> **WORK REQUIRED**
Repeat exactly the lines below that lie between the line with "position:absolute; width:110px; margin:-55px;" and the line with "display:flex; align-items:center; justify-content:space-between;", counting both of those lines as part of the answer.

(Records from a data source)

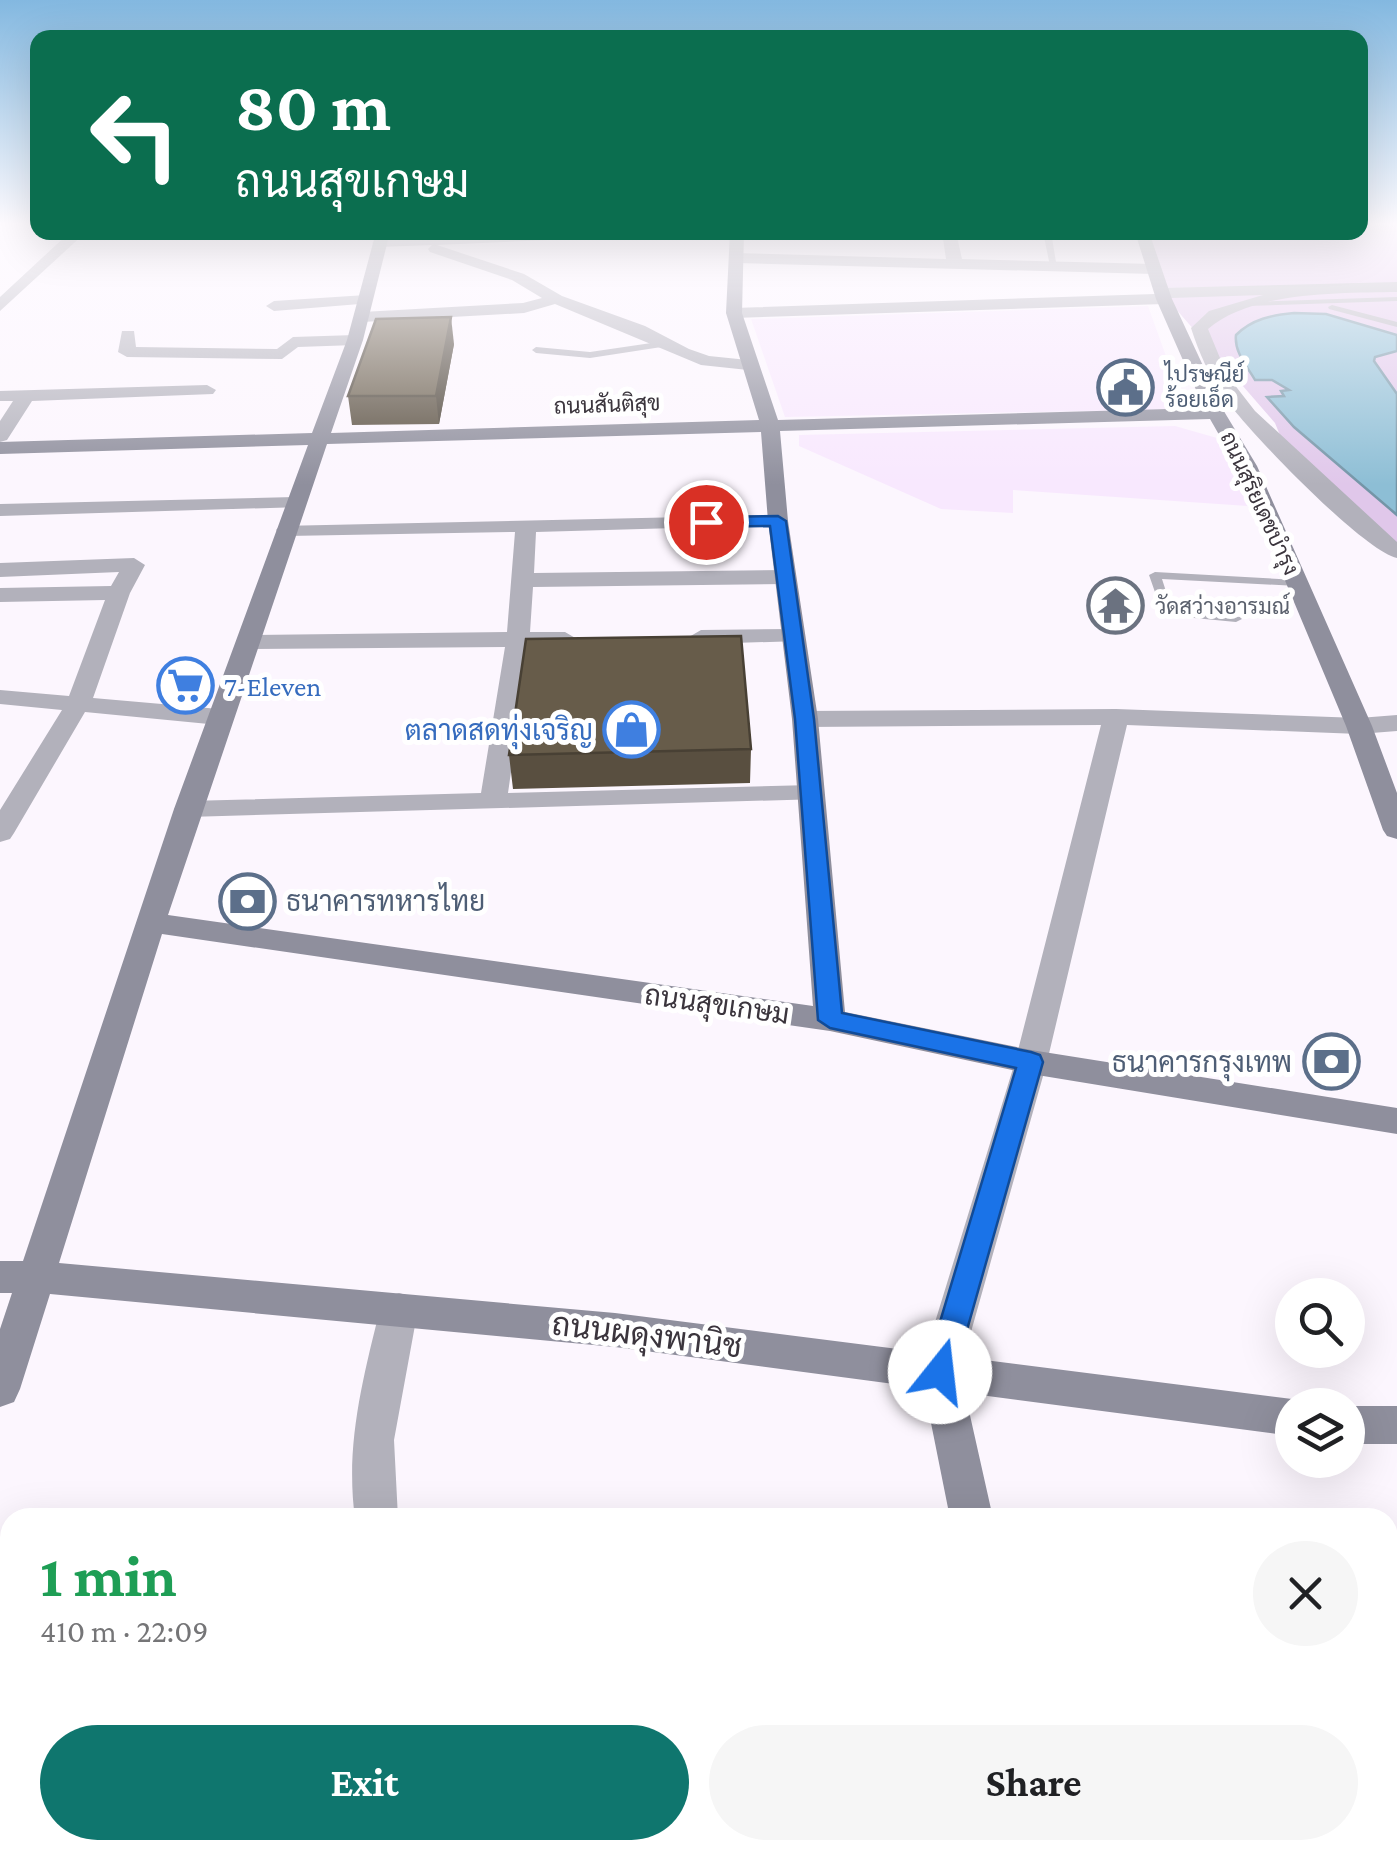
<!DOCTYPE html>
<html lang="en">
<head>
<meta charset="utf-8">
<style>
  body { margin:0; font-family:"Crimson Pro",Sarabun,serif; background:#f6f6f6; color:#202124; height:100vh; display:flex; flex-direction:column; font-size:38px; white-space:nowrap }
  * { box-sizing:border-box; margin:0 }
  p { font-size:32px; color:#757577 }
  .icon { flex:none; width:55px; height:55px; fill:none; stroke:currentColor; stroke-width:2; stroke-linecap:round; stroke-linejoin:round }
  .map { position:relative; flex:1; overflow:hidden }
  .panel { position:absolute; left:0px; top:1508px; width:1398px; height:352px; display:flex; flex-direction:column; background:#fff; border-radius:30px 30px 0 0; box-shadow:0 10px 40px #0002 }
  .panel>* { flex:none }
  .top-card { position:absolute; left:30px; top:30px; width:1338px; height:210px; border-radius:20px; box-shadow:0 10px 40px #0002; background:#0b6e4f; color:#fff; overflow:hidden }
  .fabs { position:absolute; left:1275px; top:1278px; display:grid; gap:20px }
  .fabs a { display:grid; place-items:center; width:90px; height:90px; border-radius:50%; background:#fff; box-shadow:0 10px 40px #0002; font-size:50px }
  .pin { position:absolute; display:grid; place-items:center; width:85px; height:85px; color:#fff; margin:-42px; border:5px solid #fff; border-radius:50%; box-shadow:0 2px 10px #0007 }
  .me { position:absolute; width:110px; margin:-55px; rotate:16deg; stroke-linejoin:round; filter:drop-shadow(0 0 8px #0008) }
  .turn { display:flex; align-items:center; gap:35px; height:210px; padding:0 40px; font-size:45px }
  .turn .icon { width:130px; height:130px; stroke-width:2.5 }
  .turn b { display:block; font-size:70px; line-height:85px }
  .round { display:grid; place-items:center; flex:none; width:105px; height:105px; border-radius:52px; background:#f6f6f6 }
  .head { display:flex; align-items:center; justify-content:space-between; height:170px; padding:0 40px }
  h1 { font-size:60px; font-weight:700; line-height:75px; color:#1e9e55 }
  .cta { display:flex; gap:20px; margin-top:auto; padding:20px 40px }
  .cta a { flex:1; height:115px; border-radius:60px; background:#0f766e; color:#fff; font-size:40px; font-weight:700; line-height:115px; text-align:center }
  .cta a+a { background:#f6f6f6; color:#202124 }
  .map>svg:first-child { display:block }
</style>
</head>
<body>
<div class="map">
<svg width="1397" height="1859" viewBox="0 0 1397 1859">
  <rect width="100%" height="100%" fill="#fcf6fe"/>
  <path fill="#f8e8fe" d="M1148,306L1185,409L785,417L751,319Z
    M1175,426L1217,438L1248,506L1013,490V513L941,509L799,446V435Z"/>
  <path fill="#e0c7ea" d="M1360,225H1397V552L1290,460L1275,423L1162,293L1139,233L1360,232Z"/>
  <path fill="#8dbed5" stroke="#7495a7" stroke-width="2.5" d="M1294,313L1326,314L1397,335V351L1375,357L1374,361L1397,394V515L1294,427L1267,397L1284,396L1281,391L1289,390L1272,380H1255C1247,366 1234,352 1236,335C1252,319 1272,315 1294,313Z"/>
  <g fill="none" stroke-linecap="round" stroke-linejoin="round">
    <path fill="#b2b1bb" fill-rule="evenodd" d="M1043,232H1051L1057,268L1050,266Z
      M1397,297V301L1246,306L1242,304L1246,302Z
      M1332,305L1397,322V327L1329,309L1328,307Z
      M665,341L669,344L668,346L590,358L536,353L532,350L536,347L590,352Z
      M1155,572L1297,580L1303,583L1297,586L1162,579L1172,610L1240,617L1242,619L1236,622L1163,615L1149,575Z"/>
    <path fill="#b2b1bb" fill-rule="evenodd" d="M70,232H86L0,311V297Z
      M525,232H743L737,238L618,237L437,245L524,274L562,296L645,326L689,349L709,356L748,360L757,365L748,370L701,365L555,304L524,313L362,322L354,317L362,312L523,303L542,298L512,280L430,252L428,249L432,245L379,247L372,243L379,239Z
      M942,232H956L962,259L1154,264L1162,269L1154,274L737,263L729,258L737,253L946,259Z
      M1101,232H1150V233C1140,240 1112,239 1101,232Z
      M1397,282V292C1342,293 1251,291 1208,329L1227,375L1255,411L1397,542V558C1362,550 1247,430 1224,397C1209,375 1199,353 1191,328L1209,311L1263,295L1171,298L1164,304L734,318L726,313L734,308L1155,294L1162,288Z
      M366,295L372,297V303L274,311L266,306L274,301Z
      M122,331H134L136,347L277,349L293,337L355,335L363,340L355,345L298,347L282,359L127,357L118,352Z
      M207,385L216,390L213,394L32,401L7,440L0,442V421L13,401H0V391Z
      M295,497L302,499L305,503L302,507L0,516V504Z
      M778,515L785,517L788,521L785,525L536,532L534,573L785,570L796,577L785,584L533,587L530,632H565L577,639L565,646H529L508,793L811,785L824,793L821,799L188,817L174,809L188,801L481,793L505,647L248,649L236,642L248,635L507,632L515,532L287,536L280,534L276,530L280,526Z
      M134,558L145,565L130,593L93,698L219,709L232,717L219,725L85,712L14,833L10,839L0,842V810L62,710L0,704V690L69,696L105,600L0,602V588L111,586L119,572L0,577V563Z
      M792,629L804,636L800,641L701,644L689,637L701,630Z
      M1116,709L1359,718L1397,715V731L1359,734L1127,725L1047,1062L960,1371L954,1383L940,1389L926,1383L920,1371L1015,1062L1101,725L805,727L792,719L805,711Z
      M399,1293L413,1297L418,1309L394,1440L398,1518H355C345,1446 363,1378 380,1309L385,1297Z
      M193,1850H328L331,1859H190Z"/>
    <path fill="#8f8f9d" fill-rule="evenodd" d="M376,232H390L363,340L331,433L759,420L726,313L730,232H744L742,313L778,420L1204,408L1156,299L1135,232H1149L1172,299L1225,413L1257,466L1372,726L1397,793V839L1387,836L1383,830L1346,726L1237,466L1210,419L780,431L788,521L818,719L845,1012L1031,1050L1397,1108V1134L1031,1074L830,1031L162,934L59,1263L615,1313L1292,1399L1306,1405H1292V1436L965,1393L993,1518H950L924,1388L615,1347L50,1294L20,1389L14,1402L0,1407V1329L12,1293H0V1261H23L174,809L308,445L0,454V442L312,433L347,340ZM761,432L768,521L792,719L813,1006L168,915L327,444Z
      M1348,1406H1397V1444H1348Z
      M1020,1850H1070L1072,1859H1022Z"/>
  </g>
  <path fill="#594f40" d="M454,344L439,424L352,425L348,396Z
    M751,749L750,783L513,789L509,755Z"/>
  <path fill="#484034" d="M451,317L454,344L439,424L436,396Z"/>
  <path fill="#675c4a" stroke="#484034" stroke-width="2.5" d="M451,317L436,396H348L376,319Z
    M741,636L751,749L509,755L526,639Z"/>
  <linearGradient id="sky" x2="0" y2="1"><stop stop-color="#83b8e0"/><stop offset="0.46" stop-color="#fefbff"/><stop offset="1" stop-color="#fefbff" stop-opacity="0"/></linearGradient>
  <rect width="1397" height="485" fill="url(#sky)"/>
  <path fill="#1a73e8" stroke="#114b97" stroke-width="2.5" d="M778,516L786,521L814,719L842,1013L1031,1052L1040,1055L1043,1062L955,1372L950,1381L940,1385L929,1381L925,1372L1016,1068L830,1028L818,1020L795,719L770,526L706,527L698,522L706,517Z"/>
  <defs>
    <symbol id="civic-ring" viewBox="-11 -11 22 22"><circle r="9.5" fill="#fff" stroke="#5c6f8a" stroke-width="1.5"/><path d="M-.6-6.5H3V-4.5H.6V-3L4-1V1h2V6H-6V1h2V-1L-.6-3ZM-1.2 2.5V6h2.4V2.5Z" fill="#5c6f8a"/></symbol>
    <symbol id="temple-ring" viewBox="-11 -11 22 22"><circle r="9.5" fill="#fff" stroke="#6b7280" stroke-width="1.5"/><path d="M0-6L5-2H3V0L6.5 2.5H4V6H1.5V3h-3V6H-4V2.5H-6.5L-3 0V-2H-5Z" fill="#6b7280"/></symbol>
    <symbol id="supermarket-ring" viewBox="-11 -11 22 22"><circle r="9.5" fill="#fff" stroke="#3f7fe0" stroke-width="1.5"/><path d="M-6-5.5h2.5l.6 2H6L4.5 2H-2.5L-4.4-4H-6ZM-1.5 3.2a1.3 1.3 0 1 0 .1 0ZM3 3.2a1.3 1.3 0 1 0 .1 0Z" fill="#3f7fe0"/></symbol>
    <symbol id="shop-ring" viewBox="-11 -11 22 22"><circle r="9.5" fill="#fff" stroke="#3f7fe0" stroke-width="1.5"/><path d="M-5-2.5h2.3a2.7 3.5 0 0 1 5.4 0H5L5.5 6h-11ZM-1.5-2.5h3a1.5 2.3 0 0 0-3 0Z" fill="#3f7fe0"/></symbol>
    <symbol id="bank-ring" viewBox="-11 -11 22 22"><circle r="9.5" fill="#fff" stroke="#5c6f8a" stroke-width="1.5"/><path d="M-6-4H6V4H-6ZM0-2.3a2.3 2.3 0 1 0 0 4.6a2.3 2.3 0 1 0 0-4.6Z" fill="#5c6f8a"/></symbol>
  </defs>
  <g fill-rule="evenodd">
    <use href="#civic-ring" x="1094" y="356" width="63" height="63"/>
    <use href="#temple-ring" x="1084" y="574" width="63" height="63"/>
    <use href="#supermarket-ring" x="154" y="654" width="63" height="63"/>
    <use href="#shop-ring" x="600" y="698" width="63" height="63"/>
    <use href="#bank-ring" x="216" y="870" width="63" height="63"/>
    <use href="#bank-ring" x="1300" y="1030" width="63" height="63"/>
  </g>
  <g text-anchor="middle" stroke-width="10" stroke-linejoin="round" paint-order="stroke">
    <g font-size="22" fill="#4e5e75" stroke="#fff" text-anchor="start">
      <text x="1165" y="382">ไปรษณีย์<tspan x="1165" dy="25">ร้อยเอ็ด</tspan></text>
    </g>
    <g font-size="22" fill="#3b353d" stroke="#fff">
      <text transform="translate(607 404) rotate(-2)" y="8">ถนนสันติสุข</text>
      <text transform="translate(1260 503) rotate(65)" y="8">ถนนสุริยเดชบำรุง</text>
    </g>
    <g font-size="22" fill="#5b616d" stroke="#fff" text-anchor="start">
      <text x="1155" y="614">วัดสว่างอารมณ์</text>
    </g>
    <g font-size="28" fill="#366cbe" stroke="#fff" text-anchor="start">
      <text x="224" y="696">7-Eleven</text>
      <text x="593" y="740" text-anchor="end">ตลาดสดทุ่งเจริญ</text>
    </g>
    <g font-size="28" fill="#4e5e75" stroke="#fff" text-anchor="start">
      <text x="286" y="911">ธนาคารทหารไทย</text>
      <text x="1292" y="1072" text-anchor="end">ธนาคารกรุงเทพ</text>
    </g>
    <g font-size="28" fill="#3b353d" stroke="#fff">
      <text transform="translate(717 1004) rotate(8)" y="10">ถนนสุขเกษม</text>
    </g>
    <g font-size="32" fill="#3b353d" stroke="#fff">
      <text transform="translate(647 1335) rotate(7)" y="11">ถนนผดุงพานิช</text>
    </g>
  </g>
</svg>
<div class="fabs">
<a><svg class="icon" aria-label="search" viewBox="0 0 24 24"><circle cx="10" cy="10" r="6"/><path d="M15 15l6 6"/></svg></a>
<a><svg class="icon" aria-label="layers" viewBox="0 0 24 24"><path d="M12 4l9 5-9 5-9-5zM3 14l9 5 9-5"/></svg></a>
</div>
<div class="pin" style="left:706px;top:522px;background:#d93025"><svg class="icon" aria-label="arrive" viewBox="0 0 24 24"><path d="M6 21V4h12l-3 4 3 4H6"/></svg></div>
<svg class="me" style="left:940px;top:1372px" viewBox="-20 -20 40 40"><circle r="19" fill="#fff"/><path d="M0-13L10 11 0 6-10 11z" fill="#1a73e8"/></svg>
<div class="top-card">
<div class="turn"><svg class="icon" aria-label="left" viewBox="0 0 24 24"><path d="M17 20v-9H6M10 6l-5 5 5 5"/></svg><div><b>80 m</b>ถนนสุขเกษม</div></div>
</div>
<section class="panel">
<div class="head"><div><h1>1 min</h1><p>410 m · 22:09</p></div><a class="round"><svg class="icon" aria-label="close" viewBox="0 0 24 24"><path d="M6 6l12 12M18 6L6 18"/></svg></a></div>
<div class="cta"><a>Exit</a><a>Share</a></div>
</section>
</div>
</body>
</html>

> **ANSWER FOR THIS EXERCISE**
  .me { position:absolute; width:110px; margin:-55px; rotate:16deg; stroke-linejoin:round; filter:drop-shadow(0 0 8px #0008) }
  .turn { display:flex; align-items:center; gap:35px; height:210px; padding:0 40px; font-size:45px }
  .turn .icon { width:130px; height:130px; stroke-width:2.5 }
  .turn b { display:block; font-size:70px; line-height:85px }
  .round { display:grid; place-items:center; flex:none; width:105px; height:105px; border-radius:52px; background:#f6f6f6 }
  .head { display:flex; align-items:center; justify-content:space-between; height:170px; padding:0 40px }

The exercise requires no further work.